Venezuela crude production decline accelerating

  • Market: Crude oil
  • 22/06/16

Venezuela's crude production decline is accelerating as state-owned PdV's acute financial problems thwart efforts to maintain infrastructure and check natural depletion in mature reservoirs.

The energy ministry and PdV acknowledge that output is declining but deny that the trend is speeding up.

Upstream officials in PdV's western and eastern divisions who warned as recently as last month that Venezuela's production could fall by up to 200,000 b/d in 2016 now anticipate that crude output could decline by up to 300,000 b/d this year.

This revised estimate would push Venezuela's crude production to below 1.9mn b/d for the first time since 1989 when the country produced 1.91mn b/d.

Venezuela reported to Opec crude production of 2.370mn b/d in May 2016, compared with 2.515mn b/d in the first quarter. Argus estimates the current figure at around 2.1mn b/d.

Most of the decline is coming from aging reservoirs, outside of the vast Orinoco extra-heavy oil belt where PdV has long targeted significant growth. But Orinoco production is vulnerable as well.

Orinoco crude production requires around a 30pc blend with naphtha as a diluent for transport to upgrading or blending facilities on the coast, plus light crude in the case of blending. Four upgraders at Jose are subject to breakdowns because of a lack of maintenance. And supply of 32°API Mesa crude that PdV blends with Orinoco crude to make 16°API Merey for export is dwindling, and PdV is struggling to pay for imports. Even when the domestic or imported light crude can be obtained, PdV import and export infrastructure poses a frequent bottleneck.

The decline trend is not new. PdV produced 3.17mn b/d of oil in 1998, the year before late President Hugo Chavez was sworn into power in January 1999. But restoring production to those levels would now require a massive capital injection and technical expertise that escape PdV's capabilities.

The energy ministry blames PdV's officially reported crude output decline of more than 200,000 b/d since the fourth quarter of 2015 on power cuts caused by a three-year drought that depleted the strategic Guri hydropower reservoir. Heavy rainfall is now starting to replenish the reservoir, but rationing and blackouts are still commonplace.

PdV relies almost exclusively on the country's deteriorated power grid, rendering its upstream and downstream operations vulnerable to outages.
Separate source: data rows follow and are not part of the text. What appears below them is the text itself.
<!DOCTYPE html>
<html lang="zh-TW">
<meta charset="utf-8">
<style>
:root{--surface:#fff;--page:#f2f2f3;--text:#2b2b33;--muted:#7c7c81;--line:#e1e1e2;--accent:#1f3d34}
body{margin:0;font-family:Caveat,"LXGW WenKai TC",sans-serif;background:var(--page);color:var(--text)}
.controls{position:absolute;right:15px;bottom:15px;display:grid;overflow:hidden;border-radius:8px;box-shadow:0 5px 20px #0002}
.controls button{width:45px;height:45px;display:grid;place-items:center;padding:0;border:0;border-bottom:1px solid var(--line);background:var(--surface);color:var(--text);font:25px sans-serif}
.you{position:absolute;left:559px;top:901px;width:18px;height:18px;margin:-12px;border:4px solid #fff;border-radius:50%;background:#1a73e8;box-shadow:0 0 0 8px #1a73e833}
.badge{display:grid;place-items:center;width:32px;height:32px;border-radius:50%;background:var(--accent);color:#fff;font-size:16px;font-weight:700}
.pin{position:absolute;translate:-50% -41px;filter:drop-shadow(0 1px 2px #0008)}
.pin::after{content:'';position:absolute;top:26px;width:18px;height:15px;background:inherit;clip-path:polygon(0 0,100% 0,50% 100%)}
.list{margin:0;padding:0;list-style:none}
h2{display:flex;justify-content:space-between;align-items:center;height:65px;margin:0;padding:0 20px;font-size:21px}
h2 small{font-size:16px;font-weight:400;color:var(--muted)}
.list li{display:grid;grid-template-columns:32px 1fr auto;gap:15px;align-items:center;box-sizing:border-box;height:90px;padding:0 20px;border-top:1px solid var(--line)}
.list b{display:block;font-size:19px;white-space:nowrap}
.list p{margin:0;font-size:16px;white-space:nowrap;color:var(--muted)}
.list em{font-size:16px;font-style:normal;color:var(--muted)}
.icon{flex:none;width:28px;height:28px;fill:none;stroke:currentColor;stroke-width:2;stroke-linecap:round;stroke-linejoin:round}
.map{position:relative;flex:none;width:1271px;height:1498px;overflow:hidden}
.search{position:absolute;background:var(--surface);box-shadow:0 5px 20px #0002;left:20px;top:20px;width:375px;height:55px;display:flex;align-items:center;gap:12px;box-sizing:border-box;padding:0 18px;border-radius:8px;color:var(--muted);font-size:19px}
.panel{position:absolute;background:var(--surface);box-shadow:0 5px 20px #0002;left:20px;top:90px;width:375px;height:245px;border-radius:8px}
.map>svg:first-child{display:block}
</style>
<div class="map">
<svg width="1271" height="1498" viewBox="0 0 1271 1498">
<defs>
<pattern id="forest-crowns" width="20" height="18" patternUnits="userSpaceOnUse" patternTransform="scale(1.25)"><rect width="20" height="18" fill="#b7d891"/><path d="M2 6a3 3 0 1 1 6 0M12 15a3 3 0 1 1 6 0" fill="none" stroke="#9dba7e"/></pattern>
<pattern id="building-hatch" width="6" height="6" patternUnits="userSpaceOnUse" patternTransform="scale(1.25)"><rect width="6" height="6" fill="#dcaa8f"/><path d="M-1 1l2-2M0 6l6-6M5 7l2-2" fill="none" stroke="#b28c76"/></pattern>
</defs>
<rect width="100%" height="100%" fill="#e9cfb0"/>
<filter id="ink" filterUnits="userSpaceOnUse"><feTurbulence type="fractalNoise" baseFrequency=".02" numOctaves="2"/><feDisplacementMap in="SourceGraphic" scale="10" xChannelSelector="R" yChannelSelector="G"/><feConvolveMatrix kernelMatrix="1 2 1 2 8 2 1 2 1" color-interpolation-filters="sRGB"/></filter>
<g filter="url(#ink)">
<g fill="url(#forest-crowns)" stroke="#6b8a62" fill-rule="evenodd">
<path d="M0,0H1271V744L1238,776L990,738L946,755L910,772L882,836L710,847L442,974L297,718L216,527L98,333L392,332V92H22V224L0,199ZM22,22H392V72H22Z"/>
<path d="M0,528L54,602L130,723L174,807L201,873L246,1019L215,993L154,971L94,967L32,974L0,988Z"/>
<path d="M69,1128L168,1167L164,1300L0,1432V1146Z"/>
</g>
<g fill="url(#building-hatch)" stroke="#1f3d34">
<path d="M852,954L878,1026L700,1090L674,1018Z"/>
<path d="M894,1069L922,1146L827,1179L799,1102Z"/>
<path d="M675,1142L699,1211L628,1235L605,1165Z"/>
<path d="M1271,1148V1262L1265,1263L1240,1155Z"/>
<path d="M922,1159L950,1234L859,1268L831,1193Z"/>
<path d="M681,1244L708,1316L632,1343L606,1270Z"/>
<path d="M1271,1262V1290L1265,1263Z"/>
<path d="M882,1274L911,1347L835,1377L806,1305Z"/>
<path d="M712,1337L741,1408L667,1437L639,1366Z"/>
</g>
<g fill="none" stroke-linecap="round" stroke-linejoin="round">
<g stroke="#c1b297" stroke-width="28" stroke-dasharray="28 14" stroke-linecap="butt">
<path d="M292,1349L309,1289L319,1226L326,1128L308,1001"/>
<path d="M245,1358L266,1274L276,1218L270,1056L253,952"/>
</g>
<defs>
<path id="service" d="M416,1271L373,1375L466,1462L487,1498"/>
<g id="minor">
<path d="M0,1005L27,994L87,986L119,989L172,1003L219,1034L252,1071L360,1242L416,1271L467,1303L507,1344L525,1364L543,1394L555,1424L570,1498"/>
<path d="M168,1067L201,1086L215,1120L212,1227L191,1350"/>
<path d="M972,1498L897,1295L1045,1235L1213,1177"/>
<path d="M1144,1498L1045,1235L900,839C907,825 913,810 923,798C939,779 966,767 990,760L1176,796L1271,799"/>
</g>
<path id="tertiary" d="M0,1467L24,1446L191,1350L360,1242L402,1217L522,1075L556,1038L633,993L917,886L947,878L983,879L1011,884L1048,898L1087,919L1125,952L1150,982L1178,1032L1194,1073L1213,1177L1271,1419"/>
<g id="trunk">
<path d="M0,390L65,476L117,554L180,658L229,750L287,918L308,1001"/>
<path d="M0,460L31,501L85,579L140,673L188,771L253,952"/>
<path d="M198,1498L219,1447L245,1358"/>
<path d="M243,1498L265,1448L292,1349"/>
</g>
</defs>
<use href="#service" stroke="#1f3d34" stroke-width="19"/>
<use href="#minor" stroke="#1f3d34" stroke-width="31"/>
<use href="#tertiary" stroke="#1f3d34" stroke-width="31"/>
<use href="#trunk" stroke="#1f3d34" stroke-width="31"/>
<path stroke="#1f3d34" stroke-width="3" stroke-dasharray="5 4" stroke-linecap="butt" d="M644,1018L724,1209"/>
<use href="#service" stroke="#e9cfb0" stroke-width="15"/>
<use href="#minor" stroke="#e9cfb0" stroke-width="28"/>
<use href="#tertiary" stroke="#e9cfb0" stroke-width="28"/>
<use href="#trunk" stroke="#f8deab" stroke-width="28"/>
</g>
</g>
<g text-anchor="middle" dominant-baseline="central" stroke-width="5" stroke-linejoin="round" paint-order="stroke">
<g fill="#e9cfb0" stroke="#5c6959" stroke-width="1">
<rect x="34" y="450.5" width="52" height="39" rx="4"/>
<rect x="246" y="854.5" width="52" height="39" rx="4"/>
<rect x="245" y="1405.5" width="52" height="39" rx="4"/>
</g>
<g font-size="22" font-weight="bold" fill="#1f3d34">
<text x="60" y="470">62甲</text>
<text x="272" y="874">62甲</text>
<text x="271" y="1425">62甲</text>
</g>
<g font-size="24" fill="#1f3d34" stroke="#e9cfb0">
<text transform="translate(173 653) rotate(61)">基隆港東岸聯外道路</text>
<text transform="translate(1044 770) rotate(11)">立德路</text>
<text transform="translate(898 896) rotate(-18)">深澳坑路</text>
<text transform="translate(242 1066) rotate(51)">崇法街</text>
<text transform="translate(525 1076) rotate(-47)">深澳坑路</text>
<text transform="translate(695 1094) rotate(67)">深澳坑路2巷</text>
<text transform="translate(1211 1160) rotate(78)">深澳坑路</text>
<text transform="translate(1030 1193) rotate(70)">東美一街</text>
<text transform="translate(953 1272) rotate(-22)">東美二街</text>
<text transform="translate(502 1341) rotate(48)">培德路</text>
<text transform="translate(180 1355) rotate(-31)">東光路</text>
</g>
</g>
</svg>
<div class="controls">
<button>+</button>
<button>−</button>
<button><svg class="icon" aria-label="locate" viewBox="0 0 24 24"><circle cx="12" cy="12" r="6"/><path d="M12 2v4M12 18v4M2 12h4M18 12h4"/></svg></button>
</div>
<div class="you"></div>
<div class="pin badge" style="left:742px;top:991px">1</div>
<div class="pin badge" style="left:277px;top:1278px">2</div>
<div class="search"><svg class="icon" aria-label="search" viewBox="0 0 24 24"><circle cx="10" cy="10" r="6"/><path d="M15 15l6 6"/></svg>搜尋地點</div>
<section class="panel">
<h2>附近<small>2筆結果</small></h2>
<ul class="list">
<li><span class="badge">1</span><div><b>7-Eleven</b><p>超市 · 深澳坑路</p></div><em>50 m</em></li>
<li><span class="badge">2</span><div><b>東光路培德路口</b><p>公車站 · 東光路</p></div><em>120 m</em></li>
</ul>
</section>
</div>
Energy ministry, PdV and private-sector oil officials told Argus this week that PdV's crude production decline is gaining velocity because of a combination of factors, including the country's power supply deficit, that escape the company's control.

These factors include the oil price collapse in 2014 that forced PdV to make steep cuts of up to 40pc in budgeted capital expenditures on core upstream operations.

PdV has been "obliged for financial reasons this year to reduce drilling activities nationally and shut down hundreds of marginally productive oil wells that require extensive wellhead maintenance that the company currently cannot pay for," a western division official tells Argus.

The energy ministry said recent data on active and inactive oil wells is not currently available.

But annual ministry reports through 2013 suggest that up to 12,000 potentially productive oil wells capable of producing up to 1.5mn b/d of crude were off-stream as of three years ago because the company lacked the financial and technical resources to operate the wells.

Maintenance of enhanced recovery infrastructure including gas/water compression and injection systems also has plunged because of budget cuts this year, the energy ministry says.

The environmental impact of these cutbacks has been particularly pronounced in Lake Maracaibo, where years of insufficient maintenance on lake-bottom wells and pipelines have seen a proliferation of crude and gas leaks, a Maracaibo-based PdV official says.

Significant reductions since April in critical oil well services provided by third-party contractors have also impacted PdV's crude output.

PdV has tried to offset reductions in oil services provided by foreign companies by relying increasingly on its own PdV Services subsidiary.

"PdV Services, qualitatively and technically, is a poor substitute for companies like Schlumberger and Halliburton," a PdV western division official said.

Energy minister and PdV chief executive Eulogio Del Pino said last week that Schlumberger and other oil services providers remain committed to maintaining decades-old relationships with Venezuela.

PdV and Schlumberger currently are in negotiations to fully resume activities curtailed since April due to non-payment of over $1bn in past-due invoices, Del Pino added last week.

Schlumberger has said it expects to continue in Venezuela. But an energy ministry official familiar with the discussions tells Argus that the full resumption of Schlumberger's services hinges on an agreement guaranteeing PdV's payment of its past-due debt.

Other services companies including Halliburton, Weatherford International and Baker Hughes also are seeking overdue payment.

PdV has proposed paying its past due debts with promissory notes (IOUs) and discounted bonds. PdV also has offered some companies including BP and India's ONGC Videsh crude in lieu of cash to pay for light crude imports to Venezuela and cover past due dividends on upstream joint ventures.

But the energy ministry said that "only a handful" of companies so far have shown any interest in the proposal.